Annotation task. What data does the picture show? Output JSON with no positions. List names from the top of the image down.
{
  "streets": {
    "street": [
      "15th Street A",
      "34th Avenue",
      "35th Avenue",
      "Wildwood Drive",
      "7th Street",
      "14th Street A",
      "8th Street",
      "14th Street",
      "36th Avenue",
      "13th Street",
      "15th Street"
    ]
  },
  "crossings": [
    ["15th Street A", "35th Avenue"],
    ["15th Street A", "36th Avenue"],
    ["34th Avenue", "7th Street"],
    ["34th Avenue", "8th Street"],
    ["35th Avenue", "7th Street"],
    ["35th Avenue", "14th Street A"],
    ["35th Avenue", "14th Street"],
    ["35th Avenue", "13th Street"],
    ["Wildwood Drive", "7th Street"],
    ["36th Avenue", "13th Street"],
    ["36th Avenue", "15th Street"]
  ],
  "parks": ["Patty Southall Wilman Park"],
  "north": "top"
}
* * *
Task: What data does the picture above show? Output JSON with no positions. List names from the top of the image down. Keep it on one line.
* * *
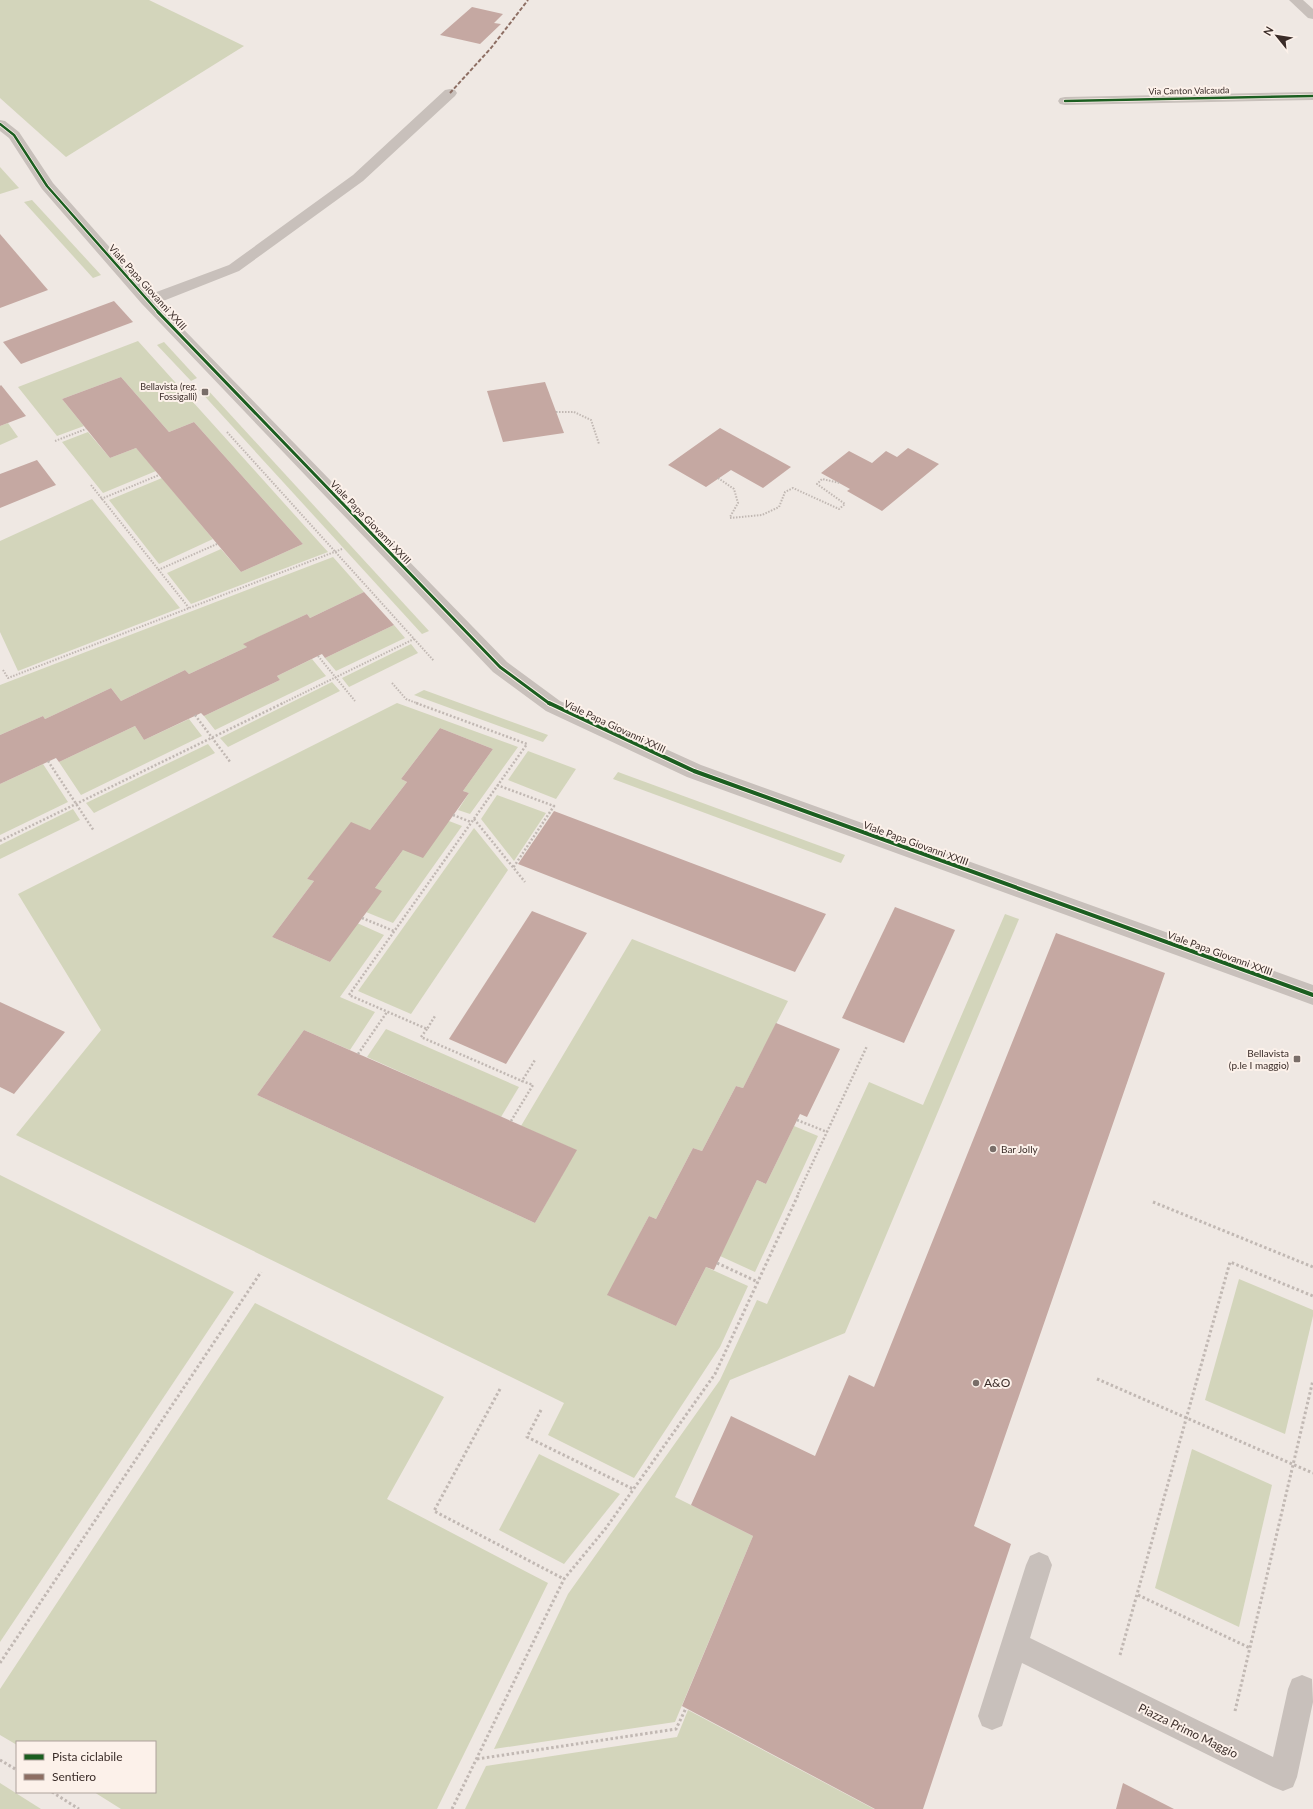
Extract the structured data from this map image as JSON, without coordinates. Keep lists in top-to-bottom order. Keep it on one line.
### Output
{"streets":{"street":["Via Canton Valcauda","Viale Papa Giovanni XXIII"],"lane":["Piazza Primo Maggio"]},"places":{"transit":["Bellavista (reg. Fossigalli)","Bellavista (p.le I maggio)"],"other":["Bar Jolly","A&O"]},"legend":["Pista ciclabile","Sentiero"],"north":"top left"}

Exercise: Look through the entries above and copy each line that has "Keep" in it.

Response to the task:
Task: What data does the picture above show? Output JSON with no positions. List names from the top of the image down. Keep it on one line.
Extract the structured data from this map image as JSON, without coordinates. Keep lists in top-to-bottom order. Keep it on one line.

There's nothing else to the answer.